2

I am struggling with the problem of optimizing my cython code in order to improve its speed as much as possible. One of the challenges that I could not still figure out how it should be done in cython is mapping an array on a function like what is done in numpy.vectorize function.
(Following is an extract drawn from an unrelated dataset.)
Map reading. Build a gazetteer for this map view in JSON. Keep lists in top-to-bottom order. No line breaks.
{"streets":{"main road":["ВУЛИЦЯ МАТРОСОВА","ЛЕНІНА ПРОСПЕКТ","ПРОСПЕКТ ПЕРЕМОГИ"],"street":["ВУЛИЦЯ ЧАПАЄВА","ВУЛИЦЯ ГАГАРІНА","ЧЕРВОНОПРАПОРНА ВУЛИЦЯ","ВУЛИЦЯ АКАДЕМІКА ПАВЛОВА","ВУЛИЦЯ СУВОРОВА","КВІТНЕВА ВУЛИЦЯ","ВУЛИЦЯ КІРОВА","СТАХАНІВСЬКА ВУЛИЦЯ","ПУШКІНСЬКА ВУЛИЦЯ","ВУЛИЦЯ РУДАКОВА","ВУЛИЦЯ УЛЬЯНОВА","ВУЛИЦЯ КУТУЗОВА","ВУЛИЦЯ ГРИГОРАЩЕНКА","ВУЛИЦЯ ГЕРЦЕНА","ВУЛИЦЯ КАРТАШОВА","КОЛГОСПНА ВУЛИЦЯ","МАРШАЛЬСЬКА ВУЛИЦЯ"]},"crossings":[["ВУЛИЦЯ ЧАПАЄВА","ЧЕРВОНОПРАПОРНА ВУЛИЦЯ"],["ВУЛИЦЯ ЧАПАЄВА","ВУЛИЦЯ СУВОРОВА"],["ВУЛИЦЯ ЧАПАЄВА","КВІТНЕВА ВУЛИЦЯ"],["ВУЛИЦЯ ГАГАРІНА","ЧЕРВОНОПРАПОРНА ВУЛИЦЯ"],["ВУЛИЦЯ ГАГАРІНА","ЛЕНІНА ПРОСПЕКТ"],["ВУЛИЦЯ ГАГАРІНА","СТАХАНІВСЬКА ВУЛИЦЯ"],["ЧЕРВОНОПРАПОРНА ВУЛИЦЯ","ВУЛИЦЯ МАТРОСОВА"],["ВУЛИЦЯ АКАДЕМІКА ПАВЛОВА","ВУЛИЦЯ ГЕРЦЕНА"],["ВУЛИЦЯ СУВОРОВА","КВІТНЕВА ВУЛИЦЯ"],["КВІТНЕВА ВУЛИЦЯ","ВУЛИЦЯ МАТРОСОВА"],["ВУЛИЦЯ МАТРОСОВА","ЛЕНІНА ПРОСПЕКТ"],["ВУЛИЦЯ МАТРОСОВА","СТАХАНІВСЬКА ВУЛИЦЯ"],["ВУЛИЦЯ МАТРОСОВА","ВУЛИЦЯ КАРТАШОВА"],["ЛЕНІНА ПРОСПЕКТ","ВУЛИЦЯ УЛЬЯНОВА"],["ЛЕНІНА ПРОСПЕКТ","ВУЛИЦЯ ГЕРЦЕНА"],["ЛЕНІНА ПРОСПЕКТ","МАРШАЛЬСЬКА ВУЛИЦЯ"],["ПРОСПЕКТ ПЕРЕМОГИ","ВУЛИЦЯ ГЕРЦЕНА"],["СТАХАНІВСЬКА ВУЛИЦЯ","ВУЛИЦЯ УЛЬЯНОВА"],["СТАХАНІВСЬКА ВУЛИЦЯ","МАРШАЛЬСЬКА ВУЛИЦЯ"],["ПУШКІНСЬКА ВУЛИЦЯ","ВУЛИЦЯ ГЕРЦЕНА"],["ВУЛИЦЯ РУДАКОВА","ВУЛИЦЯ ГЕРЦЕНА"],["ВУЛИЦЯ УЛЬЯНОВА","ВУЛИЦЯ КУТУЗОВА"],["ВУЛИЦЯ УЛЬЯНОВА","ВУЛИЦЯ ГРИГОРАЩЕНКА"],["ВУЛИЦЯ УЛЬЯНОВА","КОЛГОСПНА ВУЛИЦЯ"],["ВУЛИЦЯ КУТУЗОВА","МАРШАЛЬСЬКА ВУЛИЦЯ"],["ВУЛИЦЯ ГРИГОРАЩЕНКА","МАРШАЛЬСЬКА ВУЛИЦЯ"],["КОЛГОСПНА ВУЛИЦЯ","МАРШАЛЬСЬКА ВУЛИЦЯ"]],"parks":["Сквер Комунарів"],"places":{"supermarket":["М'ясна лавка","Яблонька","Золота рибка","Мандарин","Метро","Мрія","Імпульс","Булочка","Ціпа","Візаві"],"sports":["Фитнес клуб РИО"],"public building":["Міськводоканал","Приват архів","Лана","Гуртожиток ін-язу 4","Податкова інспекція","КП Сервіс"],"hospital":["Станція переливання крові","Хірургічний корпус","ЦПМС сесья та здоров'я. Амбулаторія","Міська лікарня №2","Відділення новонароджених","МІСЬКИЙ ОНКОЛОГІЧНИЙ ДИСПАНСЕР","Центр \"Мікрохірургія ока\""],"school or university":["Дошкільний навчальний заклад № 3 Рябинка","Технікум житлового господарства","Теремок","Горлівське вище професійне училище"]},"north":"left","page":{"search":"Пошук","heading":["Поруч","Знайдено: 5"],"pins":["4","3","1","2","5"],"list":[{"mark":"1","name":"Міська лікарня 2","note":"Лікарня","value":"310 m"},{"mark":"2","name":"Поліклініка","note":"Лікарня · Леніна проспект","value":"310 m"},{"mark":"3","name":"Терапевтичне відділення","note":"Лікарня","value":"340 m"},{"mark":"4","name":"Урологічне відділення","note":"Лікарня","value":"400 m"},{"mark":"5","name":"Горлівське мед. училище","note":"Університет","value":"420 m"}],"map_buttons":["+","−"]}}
The simplify version of my problem is

from __future__ import division
import numpy as np
cimport numpy as np
cimport cython
cdef class Test(object):
    cdef public double M, c, z
    cdef public double[::1] ks, zs, pos

    @cython.boundscheck(False)
    @cython.cdivision(True)
    @cython.wraparound(False)
    @cython.nonecheck(False)
    def __cinit__(self, M, c, z, pos, ks, zs=None):


        if path is None:
           raise ValueError("Could not find a path to the file which contains the table of angular diameter distances")

        self.M = M
        self.c = c
        self.z = z
        self.pos = pos

        if zs is None:
           raise ValueError("You must give an array which contains the steps where the redshift probability distribution are computed!")
        self.zs=zs
        self.ks=ks
    @cython.cdivision(True)    
    @cython.boundscheck(False)
    @cython.wraparound(False)
    cpdef np.ndarray[double, ndim=1, mode='c'] __kappa(self, np.ndarray[double, ndim=1, mode='c'] x, double ks):
        cdef Py_ssize_t N = x.shape[0]
        cdef np.ndarray[np.int64_t, ndim=1, mode='c'] mask


        cdef np.ndarray[double, ndim=1, mode='c'] out  = np.zeros(N, dtype=np.float64 , order='C')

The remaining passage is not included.